XPath 2.0 has native min
and
max
functions.
The minimum and maximum values of a node set can be determined by the
simple XPath expressions <xsl:value-of
select="$nodes[not($nodes < .)]"/>
and
<xsl:value-of select="$nodes[not($nodes >
.)]"/>
. In English, the first says,
“Select all nodes for which there is no node less
than its value,” and the second says,
“Select all nodes for which there is no node greater
than its value.”
Although very simple, these expressions have
O(N2)
performance, where N is the number of nodes. Therefore, unless you
are certain that the number of nodes is small, avoid this shortcut if
you can. Occasionally, you are forced to use it because, for example,
you have to find the min
/max
within the select attribute of xsl:sort
or the
use
attribute of xsl:key
(for
which you cannot call a template).
In another XSLT publication, the following recursive implementation
for finding minimums is described as more efficient than one using
xsl:sort
:
<xsl:template name="ckbk:min"> <xsl:param name="nodes" select="/.."/> <xsl:param name="min" select="number('NaN')"/> <xsl:choose> <xsl:when test="not($nodes)"> <xsl:value-of select="number($min)"/> </xsl:when> <xsl:otherwise> <xsl:variable name="aNode" select="$nodes[1]"/> <xsl:call-template name="ckbk:min"> <xsl:with-param name="nodes" select="$nodes[position() > 1]"/> <xsl:with-param name="min"> <xsl:choose> <xsl:when test="$aNode < $min or string($min) = 'NaN'"> <xsl:value-of select="$aNode"/> </xsl:when> <xsl:otherwise> <xsl:value-of select="$min"/> </xsl:otherwise> </xsl:choose> </xsl:with-param> </xsl:call-template> </xsl:otherwise> </xsl:choose> </xsl:template>
This is simply not the case on any XSLT implementation I tested, and
I can’t imagine that it ever could be. The reason
this is much more likely to be slow is because only one node is
removed from consideration at each step. Even with tail recursion,
there will be a lot of copying of nodes. It is easy to be fooled into
thinking that this recursive solution is as efficient as the
iterative-indexing solution you might come up with in C or Java.
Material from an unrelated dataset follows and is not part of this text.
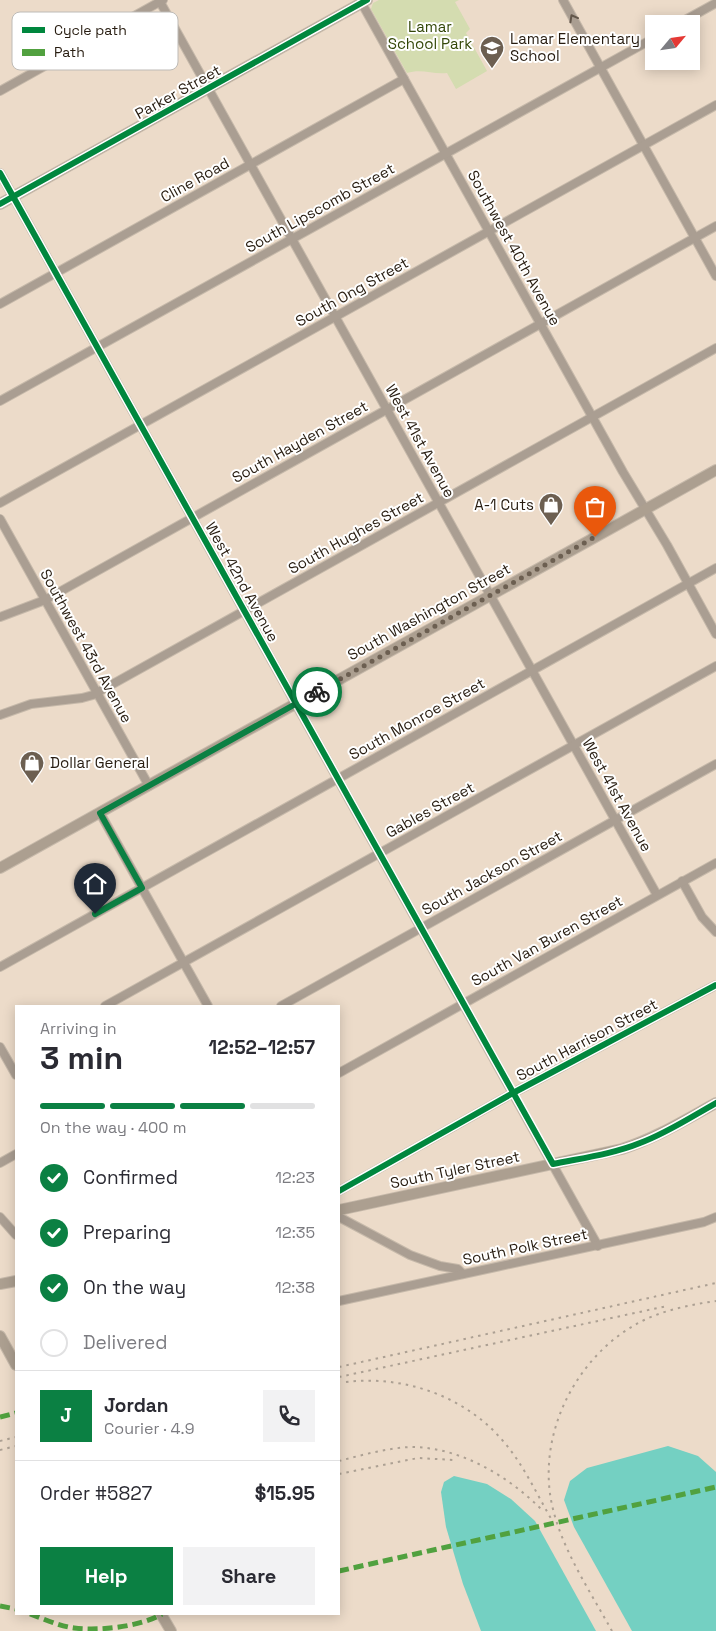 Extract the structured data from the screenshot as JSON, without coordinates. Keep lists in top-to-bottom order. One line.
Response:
{"streets":{"main road":["Parker Street","South Washington Street","South Tyler Street"],"street":["Cline Road","South Lipscomb Street","Southwest 40th Avenue","South Ong Street","West 41st Avenue","South Hayden Street","South Hughes Street","West 42nd Avenue","Southwest 43rd Avenue","South Monroe Street","Gables Street","South Jackson Street","South Van Buren Street","South Harrison Street","South Polk Street"]},"crossings":[["Parker Street","Southwest 40th Avenue"],["Parker Street","West 41st Avenue"],["Parker Street","West 42nd Avenue"],["Cline Road","Southwest 40th Avenue"],["Cline Road","West 41st Avenue"],["Cline Road","West 42nd Avenue"],["South Lipscomb Street","Southwest 40th Avenue"],["South Lipscomb Street","West 41st Avenue"],["South Lipscomb Street","West 42nd Avenue"],["Southwest 40th Avenue","South Ong Street"],["Southwest 40th Avenue","South Hayden Street"],["Southwest 40th Avenue","South Hughes Street"],["Southwest 40th Avenue","South Washington Street"],["Southwest 40th Avenue","South Monroe Street"],["South Ong Street","West 41st Avenue"],["South Ong Street","West 42nd Avenue"],["West 41st Avenue","South Hayden Street"],["West 41st Avenue","South Hughes Street"],["West 41st Avenue","South Washington Street"],["West 41st Avenue","South Monroe Street"],["West 41st Avenue","Gables Street"],["West 41st Avenue","South Jackson Street"],["West 41st Avenue","South Van Buren Street"],["South Hayden Street","West 42nd Avenue"],["South Hayden Street","Southwest 43rd Avenue"],["South Hughes Street","West 42nd Avenue"],["South Hughes Street","Southwest 43rd Avenue"],["West 42nd Avenue","South Washington Street"],["West 42nd Avenue","South Monroe Street"],["West 42nd Avenue","Gables Street"],["West 42nd Avenue","South Jackson Street"],["West 42nd Avenue","South Van Buren Street"],["West 42nd Avenue","South Harrison Street"],["West 42nd Avenue","South Tyler Street"],["West 42nd Avenue","South Polk Street"],["South Washington Street","Southwest 43rd Avenue"]],"parks":["Lamar School Park"],"places":{"school or university":["Lamar Elementary School"],"shop":["A-1 Cuts","Dollar General"]},"legend":["Cycle path","Path"],"north":"top right","page":{"heading":["3 min","Arriving in","12:52–12:57"],"panel":["Jordan","Courier · 4.9","Order #5827","$15.95"],"bar":"On the way · 400 m","list":[["Confirmed","12:23"],["Preparing","12:35"],["On the way","12:38"],"Delivered"],"round":"J","buttons":["Help","Share"]}}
However, indexing is not the same as creating a brand-new node set
with the first item removed, as is the case with
$nodes[position() > 1]
.
In many cases when you need to find the minimum of a data set, you end up also needing the maximum. It would be nice to have a function handy that gives two for the price of one. The following will do so for a slight increase in complexity:
<xsl:template name="ckbk:min-max"> <xsl:param name="nodes" select="/.."/> <xsl:param name="nodes-for-max" select="$nodes"/> <xsl:param name="min"/> <xsl:param name="max"/> <xsl:variable name="count1" select="count($nodes)"/> <xsl:variable name="aNode1" select="$nodes[ceiling($count1 div 2)]"/> <xsl:variable name="count2" select="count($nodes-for-max)"/> <xsl:variable name="aNode2" select="$nodes-for-max[ceiling($count2 div 2)]"/> <xsl:choose> <xsl:when test="not($count1) and not($count2)"> <xsl:value-of select="concat(number($min),',',number($max))"/> </xsl:when> <xsl:when test="number($aNode1) != number($aNode1) and number($aNode2) != number($aNode2)"> <xsl:value-of select="concat(number($aNode1),',',number($aNode2))"/> </xsl:when> <xsl:otherwise> <xsl:call-template name="ckbk:min-max"> <xsl:with-param name="nodes" select="$nodes[not(. >= number($aNode1))]"/> <xsl:with-param name="nodes-for-max" select="$nodes-for-max[not(. <= number($aNode2))]"/> <xsl:with-param name="min"> <xsl:choose> <xsl:when test="not($min) or $aNode1 < $min"> <xsl:value-of select="$aNode1"/> </xsl:when> <xsl:otherwise> <xsl:value-of select="$min"/> </xsl:otherwise> </xsl:choose> </xsl:with-param> <xsl:with-param name="max"> <xsl:choose> <xsl:when test="not($max) or $aNode2 > $max"> <xsl:value-of select="$aNode2"/> </xsl:when> <xsl:otherwise> <xsl:value-of select="$max"/> </xsl:otherwise> </xsl:choose> </xsl:with-param> </xsl:call-template> </xsl:otherwise> </xsl:choose> </xsl:template>
Testing shows that this approach continues to outperform a sort-based solution.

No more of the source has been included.